I am not exactly sure the direct link between his thoughts and the thoughts I previously posted but I do know they are two concurrent things that need to be remembered.  I don’t know what the answers to our “dying church” dilemma are but I wish more conversations like these were happening.  We have a beautiful gift to give to the world.  We have got to find a way to share it.

Sick and Tired of Politics – 8/26/13

Although I call myself a Democrat, every day I am more likely to become unaffiliated.  I am tired of the way that our government is acting and I think most of the people representing us are behaving like children.  I tend to know quite a bit about issues but not much about politics and with the behavior I see I am happy about that.  I am also from the south which means, as a liberal, I rarely feel represented anyway. Which brings me to my first issue with politics – all the conservatives that surround me.

I love to talk about issues.  I care deeply about social justice so I want to discuss with and inform people about what is going on in the world and the injustices I see.  My main issue with this and my conservative friends is that they automatically assume I want to get in a political party battle.  Just because I think Bank of America might be unethical, that for-profit insurance companies should be done away with, that getting rid of SNAP is a bad idea, or any other things that concern me, doesn’t mean I am Obama’s biggest fan and think that Democrats are perfect and can do no wrong.  I didn’t mention politics!  How we ever to fix things if we can’t talk about the issues without people reading in to things and shutting down before we even start?

My second big issue is a subset of this.  Why do we insist on keeping our Rep’s out of social situations with each other?  Congress used to move themselves and their families to the Hill.  This meant that wives (or less often husbands) and children got to know each other.  They went to school, the gym, the park, etc. together and so it forced their parents together for social events that didn’t involve sides and arguing.  One of the worst things that has happened to our government is that our Rep’s now commute and spend almost no time together where they aren’t pitted against each other and put out for us to scrutinize.  If we don’t find a way to get these people back together for something that allows them to put down their guards a little, i.e. with their families watching, then I am not sure what hope we have of ever reconciling the hurt they are currently causing.

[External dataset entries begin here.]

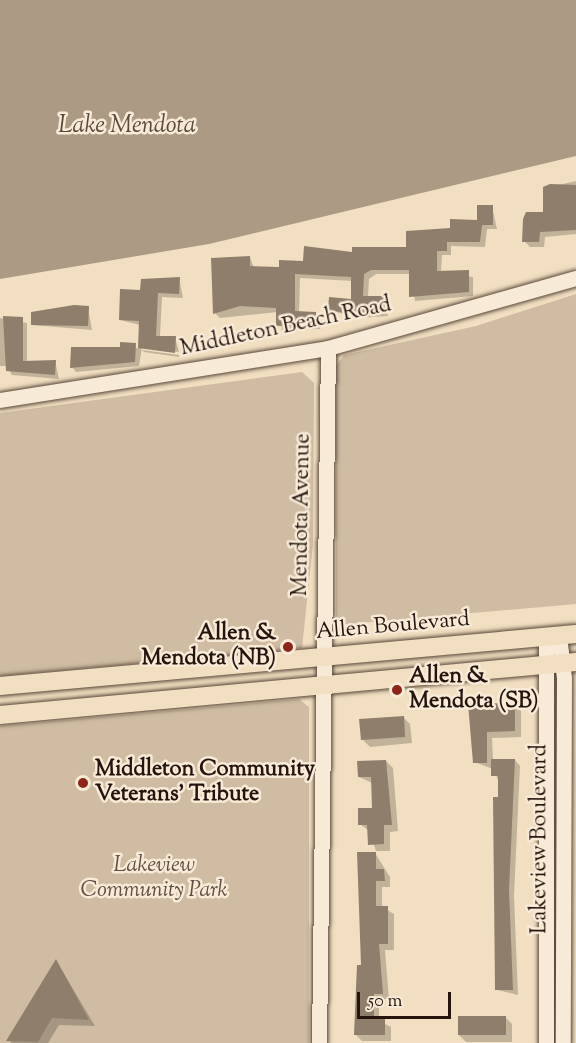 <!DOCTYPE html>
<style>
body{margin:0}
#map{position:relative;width:576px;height:1043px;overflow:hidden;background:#f2dfc1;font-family:"Sorts Mill Goudy",serif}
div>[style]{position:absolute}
.green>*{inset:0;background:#cfbca2}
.water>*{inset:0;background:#ac9a84}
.shadow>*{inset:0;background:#0003}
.building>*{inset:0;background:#8f7e6b}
.roads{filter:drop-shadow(0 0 2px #58473a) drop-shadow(0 0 2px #58473a)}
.minor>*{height:15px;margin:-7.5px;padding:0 7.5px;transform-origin:7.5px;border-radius:7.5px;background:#f7ead7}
.major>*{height:18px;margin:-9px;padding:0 9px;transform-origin:9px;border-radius:9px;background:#f2dfc1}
.dots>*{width:16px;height:16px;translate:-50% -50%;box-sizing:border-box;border:3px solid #f7ead7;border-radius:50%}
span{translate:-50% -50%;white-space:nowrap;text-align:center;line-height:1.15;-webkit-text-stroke:5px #f7ead7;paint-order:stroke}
.street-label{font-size:22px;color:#24140d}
.poi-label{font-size:22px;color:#24140d;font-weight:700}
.right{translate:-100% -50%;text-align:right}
.left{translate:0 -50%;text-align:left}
.park-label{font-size:22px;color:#604f41;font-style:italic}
.water-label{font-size:24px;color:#5a4a3d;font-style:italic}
.scale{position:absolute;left:357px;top:992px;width:94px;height:27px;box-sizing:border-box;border:3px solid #24140d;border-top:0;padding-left:8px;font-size:18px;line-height:21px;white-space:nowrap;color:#24140d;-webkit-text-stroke:4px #f7ead7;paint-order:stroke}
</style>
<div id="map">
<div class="green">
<div style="clip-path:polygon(576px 294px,576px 604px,336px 625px,336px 366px,344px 355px,476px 326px)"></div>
<div style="clip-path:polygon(302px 372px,314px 383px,313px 544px,302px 648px,0 676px,0 413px)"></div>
<div style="clip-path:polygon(299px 699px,309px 707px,309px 1043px,0 1043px,0 726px)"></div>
</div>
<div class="water">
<div style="clip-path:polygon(0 0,576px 0,576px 156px,209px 244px,0 279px)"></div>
</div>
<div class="shadow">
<div style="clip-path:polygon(576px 181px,576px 234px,545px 237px,544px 247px,530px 247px,524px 241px,545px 214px,545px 188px)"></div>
<div style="clip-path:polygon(492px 207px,497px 229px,487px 229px,485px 247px,451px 246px,451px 255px,442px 255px,441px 272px,473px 277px,473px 296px,415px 301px,410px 274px,376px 274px,369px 279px,368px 297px,383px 298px,388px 316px,357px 318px,329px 310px,353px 301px,353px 281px,300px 278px,299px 313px,316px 314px,320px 329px,282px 330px,278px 312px,220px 318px,215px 313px,250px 257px,254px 268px,280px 269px,407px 248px,478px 221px)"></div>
<div style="clip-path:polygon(179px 278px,183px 298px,162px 297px,160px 337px,175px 338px,179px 352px,142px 347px,139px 366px,76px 372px,72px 367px,73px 349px,140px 348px,140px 325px,120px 320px,142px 291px)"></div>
<div style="clip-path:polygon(88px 308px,92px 330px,32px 325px)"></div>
<div style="clip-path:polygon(0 318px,27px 323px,27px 362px,55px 361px,59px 379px,12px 375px,7px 366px,0 366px)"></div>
<div style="clip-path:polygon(142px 350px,179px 355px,179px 357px,144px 352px)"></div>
<div style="clip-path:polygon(470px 705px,514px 705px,521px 711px,521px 737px,492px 738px,493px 760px,515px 760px,520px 766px,514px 896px,518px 995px,497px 990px,499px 782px,493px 769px,474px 762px)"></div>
<div style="clip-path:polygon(403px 717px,410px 724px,412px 743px,370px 747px,363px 740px)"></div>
<div style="clip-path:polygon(386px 761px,393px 768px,398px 831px,390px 832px,390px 851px,376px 851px,369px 831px,360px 824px,374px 809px,372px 783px,359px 777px)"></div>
<div style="clip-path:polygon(375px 853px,390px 877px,390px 887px,382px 887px,382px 907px,394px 914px,394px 950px,385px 950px,389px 999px,379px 999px,379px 1021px,391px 1027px,391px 1041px,362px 1041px,355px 1034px)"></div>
<div style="clip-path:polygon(57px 962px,95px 1026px,59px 1025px,48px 1043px,10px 1043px)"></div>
<div style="clip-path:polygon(505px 1017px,512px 1024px,512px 1042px,466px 1042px,459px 1035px)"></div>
</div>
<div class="building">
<div style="clip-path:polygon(550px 184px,576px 185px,576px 230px,540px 232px,539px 242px,522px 242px,523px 219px,526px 212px,543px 212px,543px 187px)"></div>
<div style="clip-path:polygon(477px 205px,493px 205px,493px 225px,482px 225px,480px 242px,447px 242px,447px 251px,437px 251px,437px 271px,469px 270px,469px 292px,409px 297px,409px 270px,371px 270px,364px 274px,363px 296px,384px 296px,384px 312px,352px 314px,328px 310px,329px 297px,351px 299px,351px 277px,295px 274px,295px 311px,316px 312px,316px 325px,276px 326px,276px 308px,240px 306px,213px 314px,211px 258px,250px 256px,250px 266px,279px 267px,279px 260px,303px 261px,304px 246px,352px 252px,352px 247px,406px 247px,406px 231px,450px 228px,450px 219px,477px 220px)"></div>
<div style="clip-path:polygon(180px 277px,179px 294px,158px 293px,156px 336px,176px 336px,175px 353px,138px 348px,139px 321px,119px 320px,120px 289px,140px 290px,141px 279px)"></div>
<div style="clip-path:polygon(74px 305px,89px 306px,88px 326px,31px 325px,31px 312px)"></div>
<div style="clip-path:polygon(3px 316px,23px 317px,23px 361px,56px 360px,55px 375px,6px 371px)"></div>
<div style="clip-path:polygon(120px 342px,136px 343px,135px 362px,70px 368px,71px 347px,120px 347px)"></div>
<div style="clip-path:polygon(515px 703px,515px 731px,487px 732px,487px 763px,473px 763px,468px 704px)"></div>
<div style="clip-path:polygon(404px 716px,405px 737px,361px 740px,359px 719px)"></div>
<div style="clip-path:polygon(491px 759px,515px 759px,509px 890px,513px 990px,495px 990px,493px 797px,498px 797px,498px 776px,491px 776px)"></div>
<div style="clip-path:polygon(386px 760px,392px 825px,384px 825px,384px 844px,368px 845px,367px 825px,358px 825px,358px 808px,372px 808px,371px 777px,358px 777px,357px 761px)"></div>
<div style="clip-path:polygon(357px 852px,376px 852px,376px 869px,384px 869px,385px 881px,376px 881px,376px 906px,388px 906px,388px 944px,379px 944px,383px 994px,374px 994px,374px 1019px,385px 1019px,385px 1035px,354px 1035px,357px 965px,361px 965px)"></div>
<div style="clip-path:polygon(56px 959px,89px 1020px,52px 1018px,38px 1042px,6px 1041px)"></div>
<div style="clip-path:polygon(458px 1016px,506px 1016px,506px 1035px,458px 1035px)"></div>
</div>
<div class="roads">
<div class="minor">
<div style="left:0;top:400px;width:332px;rotate:-9deg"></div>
<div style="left:328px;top:348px;width:258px;rotate:-15.8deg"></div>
<div style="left:559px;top:635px;width:43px;rotate:83.4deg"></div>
<div style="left:564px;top:678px;width:365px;rotate:90.2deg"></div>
<div style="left:319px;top:1043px;width:695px;rotate:-89.26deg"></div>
<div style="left:546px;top:1043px;width:406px;rotate:-90deg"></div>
</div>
<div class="major">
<div style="left:0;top:686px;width:578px;rotate:-5.16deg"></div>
<div style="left:0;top:715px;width:578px;rotate:-5.26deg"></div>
</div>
</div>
<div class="dots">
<div style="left:288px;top:647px;background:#8f2418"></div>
<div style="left:397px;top:690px;background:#8f2418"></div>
<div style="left:83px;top:783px;background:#8f2418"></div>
</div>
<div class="street-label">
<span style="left:286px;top:328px;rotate:-12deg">Middleton Beach Road</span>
<span style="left:303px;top:515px;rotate:-89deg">Mendota Avenue</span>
<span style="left:393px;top:627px;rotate:-5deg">Allen Boulevard</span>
<span style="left:541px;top:839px;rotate:-90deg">Lakeview Boulevard</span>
</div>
<div class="poi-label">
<span class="right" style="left:276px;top:647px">Allen &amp;<br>Mendota (NB)</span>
<span class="left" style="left:409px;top:690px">Allen &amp;<br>Mendota (SB)</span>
<span class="left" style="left:95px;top:783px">Middleton Community<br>Veterans' Tribute</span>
</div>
<div class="park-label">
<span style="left:154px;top:879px">Lakeview<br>Community Park</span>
</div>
<div class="water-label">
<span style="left:127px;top:127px">Lake Mendota</span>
</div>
<div class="scale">50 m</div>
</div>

This leads me to my last issue.  Nobody’s perfect, but can we stop electing morons?  Someone who thinks that sending naked pictures of yourself  (the first or second time) over Twitter is ok, that the are levels of rape, saying that our President has no “negro dialect”unless he wants to, that allowing your son to simulate shooting himself in the head on youtube is ok, that defense attorneys should “make sure the rest of (victims of child sex abuse) lives are ruined” to keep their clients out of jail, that abortion causes breast cancer or subsequent children to be handicapped, that sending troops to Guam might cause the country to capsize, that aborted fetuses are used in food products  – I could go on FOREVER!!! – maybe that someone shouldn’t be representing us.  Do people say stupid things?  Yes, but sometimes that means you aren’t qualified to do your job.  Sometimes you mean the stupid things you say which is worse.

I am over politics.  Can we seriously start talking about the issues and stop pointing fingers, blaming the other, and making ASSumptions?  If we aren’t all ready to move a little towards the middle then I think we are doomed.  Arguing gets us nowhere and eventually you need to decide if you want to be the bigger person or if you want to continue to fuel hate.